Government intervention has contributed to growth by reducing rigidities and correcting for market failures often resulting from the absence in developing countries of the array of conditions favourable to development. The case against intervention, in particular protection, in developing countries should be tempered by the fact that the motivations for protection in developing countries are quite different from those in industrialized countries. Broadly speaking, the adoption by developing countries of measures with the potential to restrict trade would appear to be designed to serve one or more of the following purposes: revenue collection, balance-of-payments protection, and infant-industry protection.
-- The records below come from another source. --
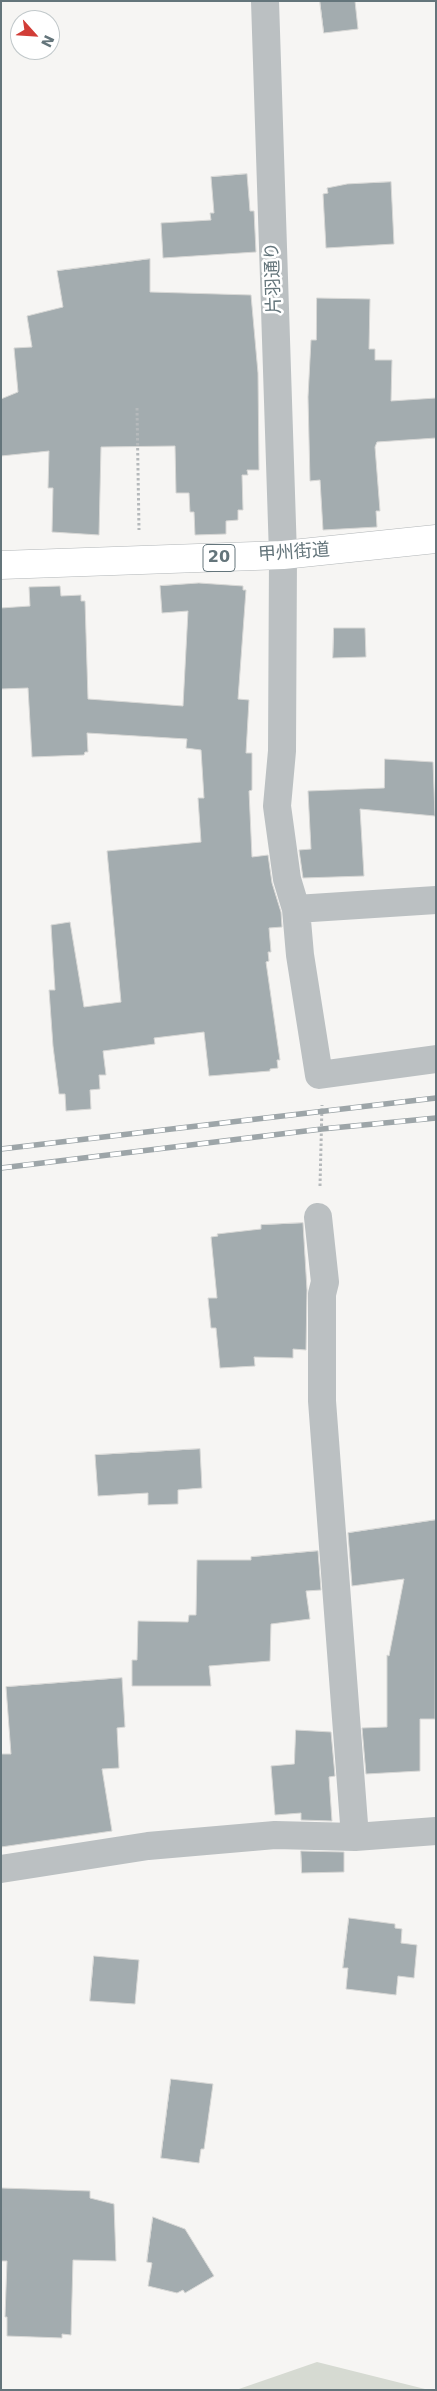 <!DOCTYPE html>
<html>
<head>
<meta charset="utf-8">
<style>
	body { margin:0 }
	#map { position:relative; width:437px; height:2391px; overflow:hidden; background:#f6f5f3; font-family:"DejaVu Sans",sans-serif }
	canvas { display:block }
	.frame { position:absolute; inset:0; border:2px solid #64757b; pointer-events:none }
	.north { position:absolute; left:10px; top:10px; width:50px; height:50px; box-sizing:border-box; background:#fff; border:1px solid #c1c8ca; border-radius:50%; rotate:116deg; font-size:14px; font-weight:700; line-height:20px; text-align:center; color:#64757b }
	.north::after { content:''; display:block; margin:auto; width:18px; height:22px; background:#d13d37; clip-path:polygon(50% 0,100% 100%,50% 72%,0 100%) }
</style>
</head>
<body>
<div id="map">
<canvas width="437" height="2391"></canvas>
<div class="frame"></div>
<div class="north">N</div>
</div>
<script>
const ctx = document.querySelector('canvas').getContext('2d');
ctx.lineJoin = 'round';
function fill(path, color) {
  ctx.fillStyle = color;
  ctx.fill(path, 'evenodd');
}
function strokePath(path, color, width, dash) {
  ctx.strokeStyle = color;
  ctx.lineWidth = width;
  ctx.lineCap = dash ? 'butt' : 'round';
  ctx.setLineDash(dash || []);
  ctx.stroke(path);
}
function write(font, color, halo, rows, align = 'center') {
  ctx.font = font + ' "DejaVu Sans","Noto Sans JP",sans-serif';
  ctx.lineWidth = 5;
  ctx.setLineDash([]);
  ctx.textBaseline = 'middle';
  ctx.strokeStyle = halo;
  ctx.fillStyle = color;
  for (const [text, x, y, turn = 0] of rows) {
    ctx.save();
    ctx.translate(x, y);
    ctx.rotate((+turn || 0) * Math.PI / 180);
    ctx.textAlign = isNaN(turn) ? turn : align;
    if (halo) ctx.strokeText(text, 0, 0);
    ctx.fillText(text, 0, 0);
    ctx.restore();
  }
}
const green = new Path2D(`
	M317,2362L429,2390H236Z`);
const building = new Path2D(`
	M320,1H355L358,29L324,33Z
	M247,174L250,211H254L256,252L163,258L161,223L211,220L210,213H214L211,177Z
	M391,182L394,244L326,248L323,194L328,193L327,188L347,184Z
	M150,259V292L251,295L258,373L259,470H247L248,475H242L243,510H238V520L226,521V534L195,535L194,512H190L189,493H176L175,446L101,447L99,535L52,532L53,488H48L49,451L1,456V399L18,392L14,348L32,347L27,316L63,307L57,271Z
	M317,298L370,299L369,349H375V360H392L391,401L436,398V438L377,442L375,447L380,511H376L377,527L323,530L320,480L310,481L308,397L311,340H316Z
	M199,583L243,586V590H246L238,699L249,700L246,753H252V790L249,791L252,857L268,855L272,883L281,912L282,927L269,928L271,952H268L269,961L266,962L280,1060H277L278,1068L270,1069V1071L209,1076L204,1032L154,1038L155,1044L103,1051L106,1075H99L100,1089L90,1090L91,1109L66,1111L65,1094H59L53,1046L49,990H55L51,925L70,922L84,1007L121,1002L107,851L201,842L198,798H204L201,750L186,748L187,739L87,733L88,752H85L84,755L32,757L28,688L1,689V608L30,606L29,587L60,586L61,596L81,595V601H85L88,699L183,706L188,611L162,613L160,586Z
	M334,628H365L366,657L333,658Z
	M385,759L433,762L435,816L360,809L364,876L303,878L299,850L311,849L308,791L384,788Z
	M303,1223L307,1290L306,1350L293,1349V1358L254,1357L255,1366L220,1368L216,1328H211L208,1298H217L211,1237L218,1236L217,1234L261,1229V1225Z
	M200,1449L202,1488L178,1490V1504L148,1505V1493L98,1496L95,1455Z
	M436,1520L435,1719H420V1771L366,1774L362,1728L387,1727V1655L389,1656L404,1579L352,1586L348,1533Z
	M318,1551L321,1590L306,1591L310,1619L271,1624L270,1661L209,1666L211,1686H132V1660H137L138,1621L188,1622L189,1615H196L197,1560H251V1557Z
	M122,1678L125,1727L117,1728L119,1768L102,1769L112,1831L1,1847V1754H11L6,1687Z
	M296,1730L331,1732L335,1776L329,1777L332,1821L301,1820V1813L275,1815L271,1766L294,1764Z
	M301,1851L344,1852V1872L302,1873Z
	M349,1918L395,1924V1928L402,1929L401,1943L417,1945L414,1978L398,1976L396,1995L346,1989L348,1968H343Z
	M94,1956L139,1960L135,2004L90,2001Z
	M171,2079L213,2084L204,2149H201L199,2163L161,2158Z
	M1,2188L90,2191V2198L114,2204L116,2261L73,2260L71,2335L62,2334V2338L7,2336V2317H5L7,2261H1Z
	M153,2217L185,2229L214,2276L185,2293L183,2290L177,2293L148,2286L152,2263L147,2262Z`);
const path = new Path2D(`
	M137,408L139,530
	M320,1186L322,1105`);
const street = new Path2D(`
	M265,1L283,555L282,751L277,806L287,879L296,909L300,955L319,1075L436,1059
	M296,909L436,900
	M318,1217L325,1282L322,1294V1401L355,1837
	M1,1869L148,1846L275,1835L355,1837L436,1831`);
const highway = new Path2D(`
	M1,565L283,555L436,539`);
const rail = new Path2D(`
	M1,1149L436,1098
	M1,1168L322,1129L436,1118`);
const shields = [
	[219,558,32]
];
const shieldNames = [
	["20",219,558]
];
const streetNames = [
	["片羽通り",274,278,-92],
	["甲州街道",294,553,-4]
];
fill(green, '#d6dad2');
fill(building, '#a3acaf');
strokePath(building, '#d7d7d5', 1);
strokePath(highway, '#b1b5b7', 29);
strokePath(path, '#b5b9bb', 3, [2.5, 2.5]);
strokePath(street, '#bbc0c2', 28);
strokePath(highway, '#fff', 28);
strokePath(rail, '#9da5a8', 5.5);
strokePath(rail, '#fff', 4, [11]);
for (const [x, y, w] of shields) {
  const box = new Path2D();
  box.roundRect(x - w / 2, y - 13.5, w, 27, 4);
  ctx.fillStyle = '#fff';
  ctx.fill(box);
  strokePath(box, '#64757b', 1);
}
write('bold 16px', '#64757b', null, shieldNames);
write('18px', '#64757b', '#fff', streetNames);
</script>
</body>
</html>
Certainly, South Korea and Japan, let alone, the USA and most European countries can claim to be non-interventionists.
It is now quite clear what needs to be done to move national economies towards environmental sustainability, and it is clear that it is government that must take the initiative in at least six areas: strategic planning to take the long-term view on resource use; environmental taxation to begin to get into prices some of the large costs of environmental degradation; regulation where definite environmental standards have to be met; public investment in environmentally beneficial projects or infrastructure which do not yield a competitive financial return; stimulation of environmentally progressive markets such as energy efficiency; far greater provision of information and encouragement to potential green consumers; construction of an ecological-environmental indicator system.